His manservant appeared instantly. “I’ve got the fever again,” he said, to forestall the patient hand on his forehead. “I’ll have some water please, and I need to write a note. Quickly, before it comes on.”
But by the time Finchley came back with a sheet of foolscap, the fever had come, and Villiers couldn’t remember what he meant to say.
“That woman,” he managed. “Address it to her.”
Finchley sat beside the bed and said, “What woman?”
To Villiers, his valet’s lean figure grew longer, grew horns, swayed against the wall. He closed his eyes. “We were all friends, of course. What is her name? Charlotte, I think. Perhaps Charlotte.From His Grace, the Duke of Villiers.Greetings.”
He forgot what he wanted to say and that he wanted to say anything, and fell into a pool of warm water that was inexplicably waiting behind his closed lids. He was floating in it, flying really, when Finchley’s per sis tent voice came through the water, dimly, watery. “Your Grace. Can you tell me this woman’s last name?”
“Whose?”
“Charlotte,” Finchley said. “A woman named Charlotte. You are writing her a missive, Your Grace.”

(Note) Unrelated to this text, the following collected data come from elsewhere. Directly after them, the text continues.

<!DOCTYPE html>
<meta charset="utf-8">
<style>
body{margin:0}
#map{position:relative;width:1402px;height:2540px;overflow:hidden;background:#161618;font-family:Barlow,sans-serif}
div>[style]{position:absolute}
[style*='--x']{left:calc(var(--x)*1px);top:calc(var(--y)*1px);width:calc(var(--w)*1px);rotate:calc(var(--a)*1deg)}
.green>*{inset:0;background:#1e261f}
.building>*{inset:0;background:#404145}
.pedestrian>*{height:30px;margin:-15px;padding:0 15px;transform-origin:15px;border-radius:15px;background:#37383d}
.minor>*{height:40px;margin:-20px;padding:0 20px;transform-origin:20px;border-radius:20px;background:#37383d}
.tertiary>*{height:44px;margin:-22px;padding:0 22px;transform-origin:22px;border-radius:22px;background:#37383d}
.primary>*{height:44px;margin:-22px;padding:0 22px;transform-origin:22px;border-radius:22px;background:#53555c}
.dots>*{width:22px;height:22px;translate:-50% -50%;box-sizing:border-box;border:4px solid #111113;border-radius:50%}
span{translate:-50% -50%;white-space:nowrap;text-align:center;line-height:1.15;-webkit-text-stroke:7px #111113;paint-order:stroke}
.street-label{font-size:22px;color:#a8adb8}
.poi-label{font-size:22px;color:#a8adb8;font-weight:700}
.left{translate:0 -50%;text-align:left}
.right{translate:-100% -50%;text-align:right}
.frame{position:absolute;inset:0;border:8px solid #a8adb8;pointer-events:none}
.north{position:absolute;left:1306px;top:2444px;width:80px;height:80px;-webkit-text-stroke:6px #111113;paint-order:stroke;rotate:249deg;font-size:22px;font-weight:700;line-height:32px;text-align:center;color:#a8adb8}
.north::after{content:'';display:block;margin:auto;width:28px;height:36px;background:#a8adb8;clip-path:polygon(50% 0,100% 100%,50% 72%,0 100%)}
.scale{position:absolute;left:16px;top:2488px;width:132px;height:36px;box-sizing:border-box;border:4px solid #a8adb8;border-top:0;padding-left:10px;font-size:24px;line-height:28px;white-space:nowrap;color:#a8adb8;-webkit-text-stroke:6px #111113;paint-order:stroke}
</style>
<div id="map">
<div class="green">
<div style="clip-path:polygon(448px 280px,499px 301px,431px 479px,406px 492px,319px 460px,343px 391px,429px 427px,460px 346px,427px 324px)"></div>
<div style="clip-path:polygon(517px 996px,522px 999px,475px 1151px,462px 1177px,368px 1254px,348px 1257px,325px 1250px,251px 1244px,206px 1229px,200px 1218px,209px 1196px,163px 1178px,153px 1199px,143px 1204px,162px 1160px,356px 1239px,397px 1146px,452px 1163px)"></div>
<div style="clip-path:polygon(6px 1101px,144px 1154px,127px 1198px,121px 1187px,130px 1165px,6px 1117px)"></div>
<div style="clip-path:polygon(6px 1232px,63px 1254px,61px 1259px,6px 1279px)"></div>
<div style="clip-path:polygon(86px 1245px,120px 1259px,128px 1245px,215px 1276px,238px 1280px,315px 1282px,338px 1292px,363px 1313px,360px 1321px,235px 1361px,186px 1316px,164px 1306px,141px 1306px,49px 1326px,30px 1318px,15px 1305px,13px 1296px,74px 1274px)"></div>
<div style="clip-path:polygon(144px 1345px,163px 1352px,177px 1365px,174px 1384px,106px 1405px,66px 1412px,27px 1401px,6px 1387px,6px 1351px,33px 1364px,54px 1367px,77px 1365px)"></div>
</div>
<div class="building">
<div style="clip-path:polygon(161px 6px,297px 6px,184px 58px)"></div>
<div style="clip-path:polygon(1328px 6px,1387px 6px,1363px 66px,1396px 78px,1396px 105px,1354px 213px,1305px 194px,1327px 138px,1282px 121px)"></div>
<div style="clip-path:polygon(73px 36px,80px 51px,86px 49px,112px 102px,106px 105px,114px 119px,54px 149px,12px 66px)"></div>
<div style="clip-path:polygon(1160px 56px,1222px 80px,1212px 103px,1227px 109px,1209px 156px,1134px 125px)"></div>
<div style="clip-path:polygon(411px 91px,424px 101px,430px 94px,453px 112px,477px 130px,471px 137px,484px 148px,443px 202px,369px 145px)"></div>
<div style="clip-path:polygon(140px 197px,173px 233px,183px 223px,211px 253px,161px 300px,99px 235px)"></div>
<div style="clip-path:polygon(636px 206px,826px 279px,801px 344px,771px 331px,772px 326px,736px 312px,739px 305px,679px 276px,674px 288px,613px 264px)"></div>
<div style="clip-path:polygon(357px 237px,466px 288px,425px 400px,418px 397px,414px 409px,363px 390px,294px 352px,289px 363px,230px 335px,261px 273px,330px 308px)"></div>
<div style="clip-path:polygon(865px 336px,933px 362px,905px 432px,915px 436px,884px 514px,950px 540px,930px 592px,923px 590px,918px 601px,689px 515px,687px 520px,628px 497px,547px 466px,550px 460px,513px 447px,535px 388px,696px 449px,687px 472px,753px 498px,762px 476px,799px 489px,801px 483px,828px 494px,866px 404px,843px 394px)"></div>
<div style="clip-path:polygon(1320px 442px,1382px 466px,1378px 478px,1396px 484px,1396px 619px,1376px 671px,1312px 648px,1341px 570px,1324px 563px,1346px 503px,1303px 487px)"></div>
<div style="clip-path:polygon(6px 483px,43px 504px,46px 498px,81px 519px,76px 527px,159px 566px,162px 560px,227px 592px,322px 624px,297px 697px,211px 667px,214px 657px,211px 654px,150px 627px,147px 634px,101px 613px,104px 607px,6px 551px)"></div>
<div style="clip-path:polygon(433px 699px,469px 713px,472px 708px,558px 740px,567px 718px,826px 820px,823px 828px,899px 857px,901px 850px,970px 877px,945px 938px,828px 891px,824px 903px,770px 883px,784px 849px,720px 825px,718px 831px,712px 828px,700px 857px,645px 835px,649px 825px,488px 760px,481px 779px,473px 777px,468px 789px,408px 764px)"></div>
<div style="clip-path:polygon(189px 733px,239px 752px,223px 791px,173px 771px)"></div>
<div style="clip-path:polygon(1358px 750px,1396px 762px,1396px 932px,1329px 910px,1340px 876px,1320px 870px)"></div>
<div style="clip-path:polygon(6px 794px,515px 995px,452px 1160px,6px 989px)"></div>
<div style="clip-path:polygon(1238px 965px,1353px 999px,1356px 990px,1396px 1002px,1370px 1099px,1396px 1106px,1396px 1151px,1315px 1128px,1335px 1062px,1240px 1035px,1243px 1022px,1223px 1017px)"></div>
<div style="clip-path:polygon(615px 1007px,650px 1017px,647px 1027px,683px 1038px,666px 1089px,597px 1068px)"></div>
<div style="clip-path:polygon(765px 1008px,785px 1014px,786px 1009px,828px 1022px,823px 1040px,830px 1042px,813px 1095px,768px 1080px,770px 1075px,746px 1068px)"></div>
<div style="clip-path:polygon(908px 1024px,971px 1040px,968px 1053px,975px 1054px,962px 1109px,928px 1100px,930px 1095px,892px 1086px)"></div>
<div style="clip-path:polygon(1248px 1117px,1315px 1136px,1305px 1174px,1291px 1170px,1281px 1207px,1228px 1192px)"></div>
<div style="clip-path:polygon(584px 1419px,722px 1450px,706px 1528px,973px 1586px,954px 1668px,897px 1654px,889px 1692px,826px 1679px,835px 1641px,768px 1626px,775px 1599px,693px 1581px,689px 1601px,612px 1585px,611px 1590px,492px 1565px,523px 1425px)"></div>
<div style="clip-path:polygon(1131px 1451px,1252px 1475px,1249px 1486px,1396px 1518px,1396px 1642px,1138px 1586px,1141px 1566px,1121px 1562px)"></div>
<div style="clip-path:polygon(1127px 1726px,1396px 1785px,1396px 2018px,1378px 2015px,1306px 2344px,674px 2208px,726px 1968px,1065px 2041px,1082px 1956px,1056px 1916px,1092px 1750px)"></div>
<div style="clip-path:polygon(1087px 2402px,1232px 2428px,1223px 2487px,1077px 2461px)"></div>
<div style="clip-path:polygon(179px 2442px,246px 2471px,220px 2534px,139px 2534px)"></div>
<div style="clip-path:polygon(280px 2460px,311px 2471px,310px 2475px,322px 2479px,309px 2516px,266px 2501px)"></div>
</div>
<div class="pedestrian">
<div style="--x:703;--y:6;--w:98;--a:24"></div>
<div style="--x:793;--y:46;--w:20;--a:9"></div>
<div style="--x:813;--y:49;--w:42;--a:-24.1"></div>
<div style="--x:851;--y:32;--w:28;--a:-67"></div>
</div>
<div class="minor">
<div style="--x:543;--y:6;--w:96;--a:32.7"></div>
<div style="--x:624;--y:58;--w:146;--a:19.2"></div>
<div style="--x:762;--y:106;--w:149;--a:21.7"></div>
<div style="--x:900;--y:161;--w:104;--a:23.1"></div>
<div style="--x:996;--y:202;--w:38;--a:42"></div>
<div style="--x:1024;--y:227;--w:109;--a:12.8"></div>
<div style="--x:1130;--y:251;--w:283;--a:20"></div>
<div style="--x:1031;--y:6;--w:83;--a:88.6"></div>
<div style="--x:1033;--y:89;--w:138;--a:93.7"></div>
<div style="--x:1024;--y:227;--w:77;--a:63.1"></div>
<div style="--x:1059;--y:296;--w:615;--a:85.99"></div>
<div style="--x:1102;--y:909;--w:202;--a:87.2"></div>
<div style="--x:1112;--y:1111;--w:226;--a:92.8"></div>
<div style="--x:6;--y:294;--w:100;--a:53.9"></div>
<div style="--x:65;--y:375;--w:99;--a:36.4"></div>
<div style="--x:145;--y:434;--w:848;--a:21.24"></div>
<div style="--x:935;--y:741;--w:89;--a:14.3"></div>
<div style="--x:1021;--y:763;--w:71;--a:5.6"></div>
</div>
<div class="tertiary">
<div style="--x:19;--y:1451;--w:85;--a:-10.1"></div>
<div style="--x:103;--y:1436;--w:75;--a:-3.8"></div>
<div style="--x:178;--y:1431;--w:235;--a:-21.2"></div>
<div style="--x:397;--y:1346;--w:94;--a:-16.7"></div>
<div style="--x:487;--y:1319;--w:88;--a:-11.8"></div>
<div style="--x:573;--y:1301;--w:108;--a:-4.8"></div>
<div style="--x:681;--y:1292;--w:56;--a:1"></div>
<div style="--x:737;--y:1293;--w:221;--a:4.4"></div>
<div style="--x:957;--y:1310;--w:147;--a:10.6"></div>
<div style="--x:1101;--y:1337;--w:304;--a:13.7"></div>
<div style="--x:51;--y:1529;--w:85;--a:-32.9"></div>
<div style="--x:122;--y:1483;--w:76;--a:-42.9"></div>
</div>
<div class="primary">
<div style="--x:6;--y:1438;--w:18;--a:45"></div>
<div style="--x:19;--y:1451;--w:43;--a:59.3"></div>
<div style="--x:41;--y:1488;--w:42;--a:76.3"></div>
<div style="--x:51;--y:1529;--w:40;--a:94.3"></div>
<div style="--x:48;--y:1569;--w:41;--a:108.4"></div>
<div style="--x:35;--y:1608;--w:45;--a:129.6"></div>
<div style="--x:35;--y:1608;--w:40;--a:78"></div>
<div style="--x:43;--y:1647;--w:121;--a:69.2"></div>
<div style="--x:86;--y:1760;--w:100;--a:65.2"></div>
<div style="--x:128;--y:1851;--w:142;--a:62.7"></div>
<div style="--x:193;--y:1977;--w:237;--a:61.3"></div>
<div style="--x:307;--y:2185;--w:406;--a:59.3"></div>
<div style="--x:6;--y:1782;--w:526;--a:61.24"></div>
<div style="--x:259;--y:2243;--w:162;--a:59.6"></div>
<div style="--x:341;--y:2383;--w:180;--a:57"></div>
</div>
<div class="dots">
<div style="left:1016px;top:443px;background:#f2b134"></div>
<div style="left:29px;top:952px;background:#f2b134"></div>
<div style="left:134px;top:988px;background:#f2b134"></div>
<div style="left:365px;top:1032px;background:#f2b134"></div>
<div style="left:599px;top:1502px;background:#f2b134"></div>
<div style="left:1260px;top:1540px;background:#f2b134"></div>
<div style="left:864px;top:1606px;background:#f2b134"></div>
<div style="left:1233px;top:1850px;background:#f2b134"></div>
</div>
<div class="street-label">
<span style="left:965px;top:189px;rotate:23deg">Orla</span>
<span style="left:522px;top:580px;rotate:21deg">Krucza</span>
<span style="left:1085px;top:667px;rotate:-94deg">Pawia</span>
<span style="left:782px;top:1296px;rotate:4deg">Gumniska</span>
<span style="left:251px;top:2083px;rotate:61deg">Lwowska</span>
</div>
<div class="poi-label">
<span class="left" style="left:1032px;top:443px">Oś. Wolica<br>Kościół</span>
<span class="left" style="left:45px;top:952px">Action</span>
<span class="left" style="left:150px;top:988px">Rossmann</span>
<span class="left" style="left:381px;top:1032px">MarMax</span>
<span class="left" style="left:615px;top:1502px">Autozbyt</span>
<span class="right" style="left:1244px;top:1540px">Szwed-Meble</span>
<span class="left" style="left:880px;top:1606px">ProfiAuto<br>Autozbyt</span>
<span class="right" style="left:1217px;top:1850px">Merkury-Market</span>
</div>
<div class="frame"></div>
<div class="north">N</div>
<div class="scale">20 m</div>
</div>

Saying all that exhausted him and he fell back. A missive? What the hell is that? “No, no, I mean to say, tell her—tell her—” The pool yawned at his feet again, welcoming, warm. Perhaps there were mermaids there with bright eyes who would make him feel warm and loved. Nourished. Perhaps…Surely Benjamin’s widow’s name wasn’t Tatlock. Because Benjamin’s last name…what was Benjamin’s last name? “Tell her to visit me,” he said. “Tell her that— tell her that I miss Benjamin.”
He could hear Finchley’s quill scratching and it made his head throb. “Now go away, do,” he said. “Deliver it by messenger.”
When the door closed, he closed his eyes and fell into the pool but there were no bright-eyed mermaids with sleek green tails, merely shifting shadows and heat. It was so hot that the pool must be heated by volcanos.
And so it went, until another dawn.
Chapter 22
Grudner’s Curiosity Shop was set well back from the street, its gabled windows crowded with a variety of what looked like rubbish.
Poppy sprang out of the carriage. She’d wanted to visit Grudner’s for years, ever since she learned of its existence, but her mother had said no. Grudner’s was located in one of the liberties of London, Whitefriars, which was an area without rule or law, according to her mother. To Poppy, the street looked as dingy and crowded as any street and showed no obvious sign that it was located in a hub for criminal activity.
Jemma followed in a more leisurely fashion, making sure that her side bustles didn’t touch the carriage door. “I suspect that Mr. Grudner doesn’t believe in cleaning,” she said, looking in the window.
“Look at that,” Poppy said, pointing.
Jemma peered closer. “An old riding glove? What does it do, fly by itself?”